> **WHAT YOU HAVE TO DO**: Go through the material below and count the lines containing the word "casing". Give that number by itself.
▼
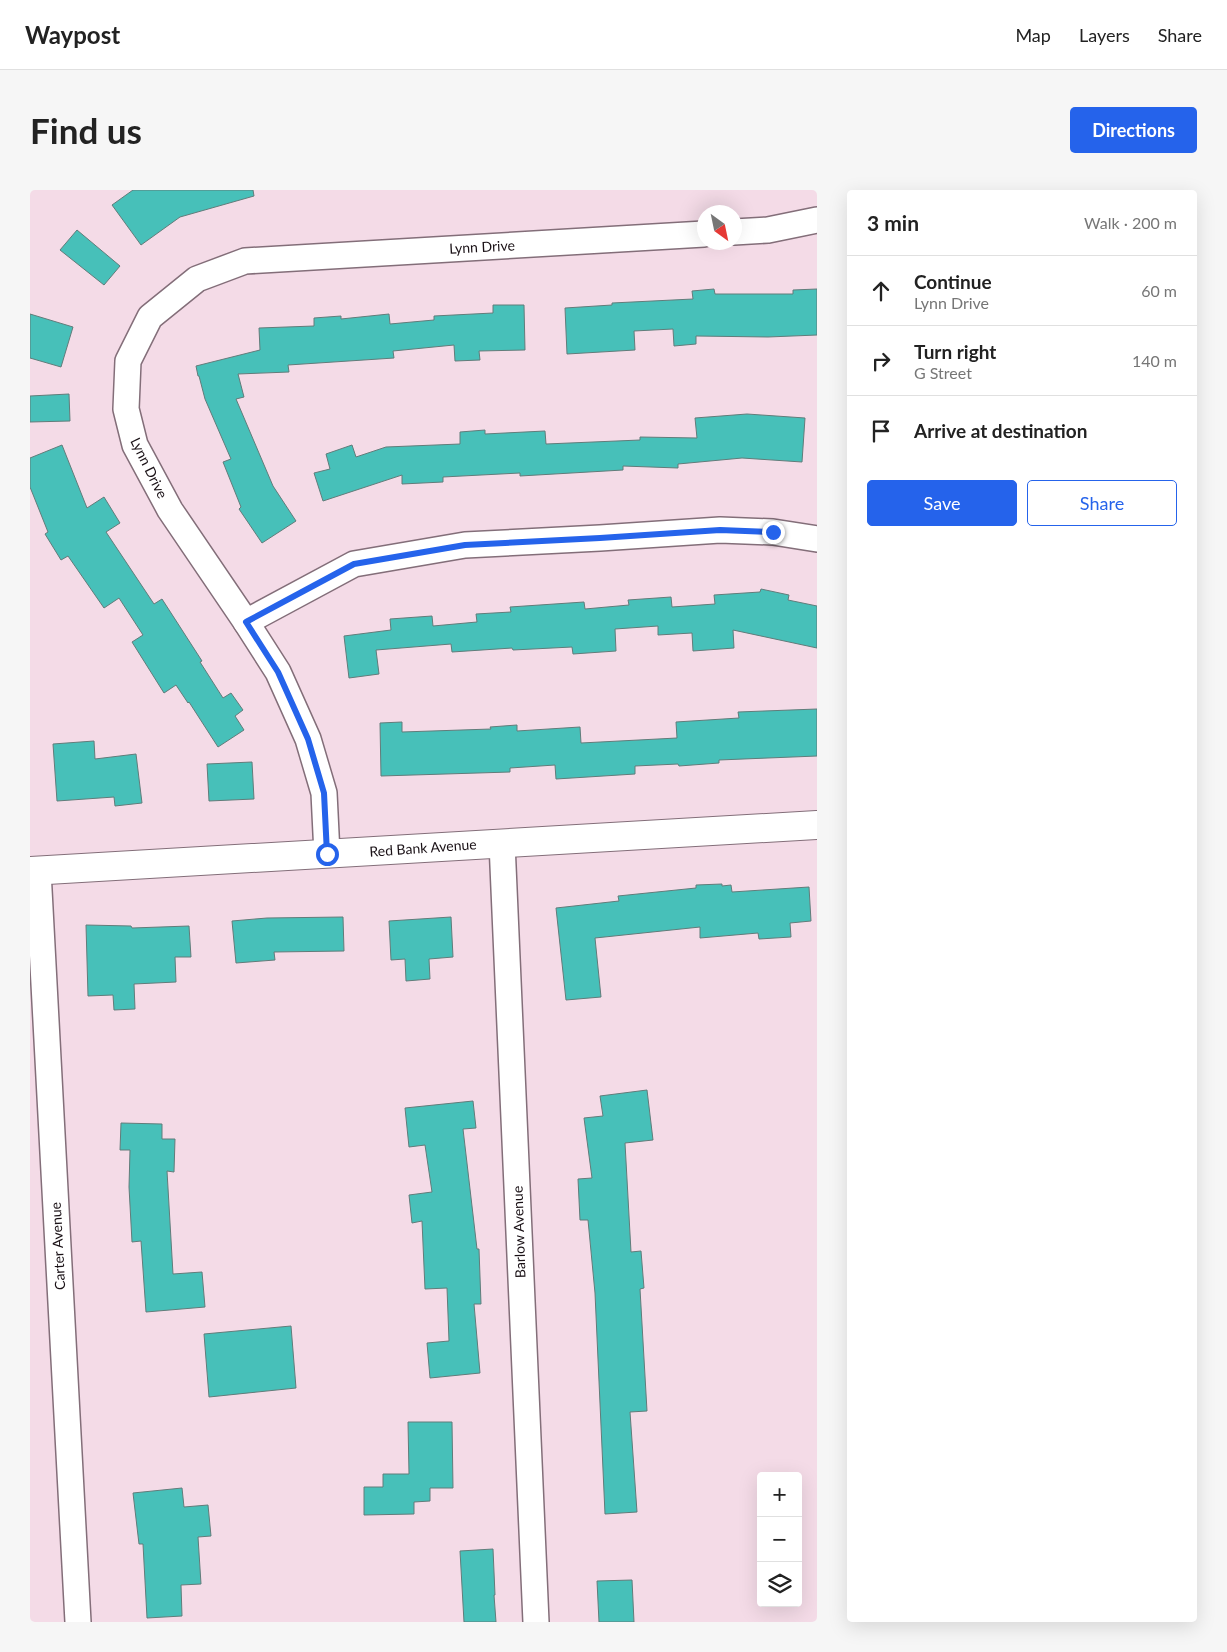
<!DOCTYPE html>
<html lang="en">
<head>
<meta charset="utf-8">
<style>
	:root { --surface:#fff; --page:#f6f6f6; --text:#222; --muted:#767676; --line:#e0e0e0; --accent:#2563eb }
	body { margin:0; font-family:Lato,sans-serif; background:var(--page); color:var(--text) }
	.controls { position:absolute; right:15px; bottom:15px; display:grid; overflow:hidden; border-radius:5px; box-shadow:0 5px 20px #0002 }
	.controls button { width:45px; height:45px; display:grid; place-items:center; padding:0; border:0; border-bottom:1px solid var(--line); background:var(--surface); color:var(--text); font:25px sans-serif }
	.compass { position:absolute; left:667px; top:15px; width:45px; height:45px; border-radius:50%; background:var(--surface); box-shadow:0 5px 20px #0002; rotate:147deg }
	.stop { position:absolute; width:15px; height:15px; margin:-11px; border:4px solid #2563eb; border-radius:50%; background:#fff }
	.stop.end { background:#2563eb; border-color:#fff; box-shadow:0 1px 5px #0008 }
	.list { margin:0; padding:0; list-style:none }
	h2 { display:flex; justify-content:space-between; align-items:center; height:65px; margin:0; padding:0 20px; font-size:21px }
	h2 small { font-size:16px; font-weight:400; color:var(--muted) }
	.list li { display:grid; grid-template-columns:32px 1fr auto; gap:15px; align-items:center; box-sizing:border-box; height:70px; padding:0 20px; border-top:1px solid var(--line) }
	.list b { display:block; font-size:19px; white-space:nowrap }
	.list p { margin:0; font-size:16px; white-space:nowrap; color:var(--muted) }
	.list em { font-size:16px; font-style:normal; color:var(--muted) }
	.actions { display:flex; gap:10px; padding:15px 20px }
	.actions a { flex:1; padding:11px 0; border:1px solid var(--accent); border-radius:5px; text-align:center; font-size:18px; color:var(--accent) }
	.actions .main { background:var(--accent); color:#fff }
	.icon { flex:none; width:28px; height:28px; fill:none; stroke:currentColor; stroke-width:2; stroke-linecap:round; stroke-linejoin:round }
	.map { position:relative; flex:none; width:787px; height:1432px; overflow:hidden; border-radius:5px }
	header { display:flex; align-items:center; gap:30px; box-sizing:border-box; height:70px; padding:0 25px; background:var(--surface); border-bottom:1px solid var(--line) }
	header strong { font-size:24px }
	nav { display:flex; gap:28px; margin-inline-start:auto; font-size:18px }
	.intro { display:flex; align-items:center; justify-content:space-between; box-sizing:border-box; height:120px; padding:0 30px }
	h1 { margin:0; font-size:35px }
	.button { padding:12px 22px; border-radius:5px; background:var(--accent); color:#fff; font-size:18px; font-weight:700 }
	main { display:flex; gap:30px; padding:0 30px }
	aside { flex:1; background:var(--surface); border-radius:5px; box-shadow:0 5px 20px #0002 }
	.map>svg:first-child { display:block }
	.building { fill:#47c0b9; stroke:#617c7a }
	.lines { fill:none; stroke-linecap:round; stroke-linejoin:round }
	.minor-casing { stroke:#836e79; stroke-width:28 }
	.tertiary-casing { stroke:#836e79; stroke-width:30 }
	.minor { stroke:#fff; stroke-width:25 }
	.tertiary { stroke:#fff; stroke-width:28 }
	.route { stroke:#2563eb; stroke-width:6 }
	.labels { text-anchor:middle; stroke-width:4; stroke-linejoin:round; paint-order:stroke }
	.street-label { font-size:14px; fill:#191015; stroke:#fff }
</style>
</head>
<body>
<header>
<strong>Waypost</strong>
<nav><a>Map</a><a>Layers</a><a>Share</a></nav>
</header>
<div class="intro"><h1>Find us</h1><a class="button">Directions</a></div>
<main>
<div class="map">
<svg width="787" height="1432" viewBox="0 0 787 1432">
	<rect width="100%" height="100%" fill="#f4dbe7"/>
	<g class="building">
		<path d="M 103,0 L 223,0 L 224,6 L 150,27 L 111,55 L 82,15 Z"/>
		<path d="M 47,40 L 90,76 L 74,95 L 30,60 Z"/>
		<path d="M 684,99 L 685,104 L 763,104 L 763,100 L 787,99 L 787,145 L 738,147 L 666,146 L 666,154 L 644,156 L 643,139 L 604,141 L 605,160 L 537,164 L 535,118 L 582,115 L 582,113 L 663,109 L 662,101 Z"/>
		<path d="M 463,115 L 494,115 L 495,160 L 449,161 L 450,170 L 425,171 L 424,155 L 363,161 L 364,168 L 258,175 L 259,182 L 208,184 L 214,207 L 206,209 L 243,296 L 266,331 L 232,353 L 209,319 L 211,317 L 193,272 L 201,269 L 175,209 L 169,186 L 168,186 L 166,176 L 230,160 L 229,138 L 284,136 L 284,128 L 311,126 L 311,129 L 359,124 L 360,134 L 404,130 L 404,126 L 463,123 Z"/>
		<path d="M 0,124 L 43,137 L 31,177 L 0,168 Z"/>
		<path d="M 39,204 L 40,231 L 0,232 L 0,206 Z"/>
		<path d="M 717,224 L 775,228 L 772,272 L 712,268 L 648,274 L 648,278 L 593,276 L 593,280 L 490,286 L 490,283 L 413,287 L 413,292 L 372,294 L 372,285 L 293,311 L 284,283 L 300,279 L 296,264 L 322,255 L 326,267 L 356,257 L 430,254 L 430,242 L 455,240 L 455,244 L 515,241 L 516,254 L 610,250 L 610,247 L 667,248 L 665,228 Z"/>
		<path d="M 32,255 L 57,318 L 74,307 L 90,333 L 76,342 L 124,414 L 132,409 L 172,471 L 170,472 L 193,508 L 201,503 L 213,520 L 205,526 L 214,540 L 188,557 L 159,512 L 158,513 L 146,495 L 134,503 L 102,452 L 113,445 L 89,408 L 74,418 L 38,366 L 31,370 L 15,344 L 18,342 L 0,297 L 0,268 Z"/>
		<path d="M 731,399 L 759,405 L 758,410 L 787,416 L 787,458 L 703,440 L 704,458 L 663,461 L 662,443 L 628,445 L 628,436 L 585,439 L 586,461 L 543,464 L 542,457 L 483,460 L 482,458 L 422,462 L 421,454 L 346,460 L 349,484 L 319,488 L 314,446 L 361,440 L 360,429 L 402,426 L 403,436 L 447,432 L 446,424 L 481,422 L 480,417 L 554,412 L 555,419 L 599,415 L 598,410 L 641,407 L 642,417 L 685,414 L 684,405 L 730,402 Z"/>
		<path d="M 787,519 L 787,566 L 689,570 L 689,573 L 649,576 L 648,574 L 605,576 L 605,584 L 526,589 L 525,575 L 480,578 L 480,582 L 351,586 L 350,533 L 372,532 L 372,542 L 461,539 L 460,537 L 487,535 L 487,541 L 550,537 L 551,553 L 647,548 L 646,532 L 709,528 L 708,522 Z"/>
		<path d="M 64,551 L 65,569 L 106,564 L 112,613 L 85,616 L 84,607 L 27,611 L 23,554 Z"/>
		<path d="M 222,572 L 224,609 L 179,611 L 177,574 Z"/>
		<path d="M 692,694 L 692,696 L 701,695 L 702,702 L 779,697 L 781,731 L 760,733 L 761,747 L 729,749 L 728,743 L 670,748 L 670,737 L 565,748 L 571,807 L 536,810 L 526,718 L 589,711 L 588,706 L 666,698 L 666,695 Z"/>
		<path d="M 313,727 L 314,761 L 244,762 L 245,770 L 206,773 L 202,731 L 237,728 Z"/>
		<path d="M 421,727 L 423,767 L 399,769 L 400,789 L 376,791 L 375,769 L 361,770 L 359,731 Z"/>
		<path d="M 56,735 L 101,736 L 102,738 L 159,736 L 161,767 L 145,767 L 146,792 L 104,794 L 105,819 L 84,820 L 83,805 L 58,806 Z"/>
		<path d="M 617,900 L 623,950 L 595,953 L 601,1062 L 611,1061 L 614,1098 L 610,1099 L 617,1221 L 600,1222 L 607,1322 L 575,1324 L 565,1103 L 558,1030 L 550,1030 L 548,989 L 562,988 L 554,928 L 573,926 L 570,906 Z"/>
		<path d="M 443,911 L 446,938 L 433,939 L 447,1059 L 449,1059 L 451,1114 L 444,1114 L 450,1183 L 400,1188 L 397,1153 L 419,1151 L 417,1098 L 395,1099 L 392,1031 L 382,1033 L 379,1005 L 402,1002 L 395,955 L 379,957 L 375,918 Z"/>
		<path d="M 91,933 L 132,934 L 132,949 L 145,949 L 144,982 L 137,981 L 143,1084 L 172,1082 L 175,1117 L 116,1122 L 111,1051 L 102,1052 L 99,997 L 100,960 L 90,960 Z"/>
		<path d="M 261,1136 L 266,1198 L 179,1207 L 174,1144 Z"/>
		<path d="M 378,1232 L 422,1232 L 423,1298 L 400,1298 L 400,1311 L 384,1312 L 384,1324 L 334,1325 L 334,1297 L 353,1297 L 353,1284 L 379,1284 Z"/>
		<path d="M 152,1298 L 154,1317 L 178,1315 L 181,1346 L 168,1347 L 171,1394 L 151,1395 L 152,1426 L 117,1428 L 113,1354 L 109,1354 L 103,1303 Z"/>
		<path d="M 463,1359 L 465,1405 L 464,1405 L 466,1432 L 434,1432 L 430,1361 Z"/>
		<path d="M 602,1390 L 604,1432 L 569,1432 L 567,1391 Z"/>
	</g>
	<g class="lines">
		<defs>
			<g id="minor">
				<path d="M 704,42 L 738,40 L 787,30"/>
				<path d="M 216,432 L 324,374 L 435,355 L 570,348 L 690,340 L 743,342 L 787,349"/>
				<path d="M 472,653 L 506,1432"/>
				<path d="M 297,664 L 294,603 L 278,549 L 248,482 L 216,432 L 140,320 L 105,255 L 96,219 L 98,171 L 120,127 L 167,89 L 215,71 L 674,44"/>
				<path d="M 8,681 L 48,1432"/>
			</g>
			<path id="tertiary" d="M 0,681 L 787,635"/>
		</defs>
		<use href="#minor" class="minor-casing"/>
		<use href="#tertiary" class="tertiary-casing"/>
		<use href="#minor" class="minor"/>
		<use href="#tertiary" class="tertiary"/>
	</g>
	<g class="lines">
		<path class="route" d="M 297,664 L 294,603 L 278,549 L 248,482 L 216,432 L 324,374 L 435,355 L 570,348 L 690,340 L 743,342"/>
	</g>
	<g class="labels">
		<g class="street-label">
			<text transform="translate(452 57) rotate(-3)" y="5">Lynn Drive</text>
			<text transform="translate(119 278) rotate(64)" y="5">Lynn Drive</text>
			<text transform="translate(393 658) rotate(-4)" y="5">Red Bank Avenue</text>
			<text transform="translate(489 1042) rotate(-92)" y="5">Barlow Avenue</text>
			<text transform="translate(28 1056) rotate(-93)" y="5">Carter Avenue</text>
		</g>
	</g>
</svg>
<div class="controls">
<button>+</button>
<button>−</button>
<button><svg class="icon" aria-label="layers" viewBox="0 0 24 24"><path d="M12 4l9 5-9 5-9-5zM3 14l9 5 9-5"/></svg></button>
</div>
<svg class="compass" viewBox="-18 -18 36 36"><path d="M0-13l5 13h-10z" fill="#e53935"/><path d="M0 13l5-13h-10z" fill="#767676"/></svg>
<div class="stop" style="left:297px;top:664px"></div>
<div class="stop end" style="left:743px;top:342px"></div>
</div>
<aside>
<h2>3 min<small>Walk · 200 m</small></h2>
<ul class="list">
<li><svg class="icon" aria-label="ahead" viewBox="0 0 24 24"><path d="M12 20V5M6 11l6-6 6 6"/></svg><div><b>Continue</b><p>Lynn Drive</p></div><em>60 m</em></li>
<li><svg class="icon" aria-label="right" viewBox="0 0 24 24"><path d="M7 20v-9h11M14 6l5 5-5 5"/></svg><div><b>Turn right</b><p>G Street</p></div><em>140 m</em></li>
<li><svg class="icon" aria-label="arrive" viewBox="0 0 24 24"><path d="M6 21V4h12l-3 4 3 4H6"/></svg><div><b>Arrive at destination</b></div></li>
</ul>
<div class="actions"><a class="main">Save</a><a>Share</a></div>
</aside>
</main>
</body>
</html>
▲
> **SOLUTION TO THIS EXERCISE**: 4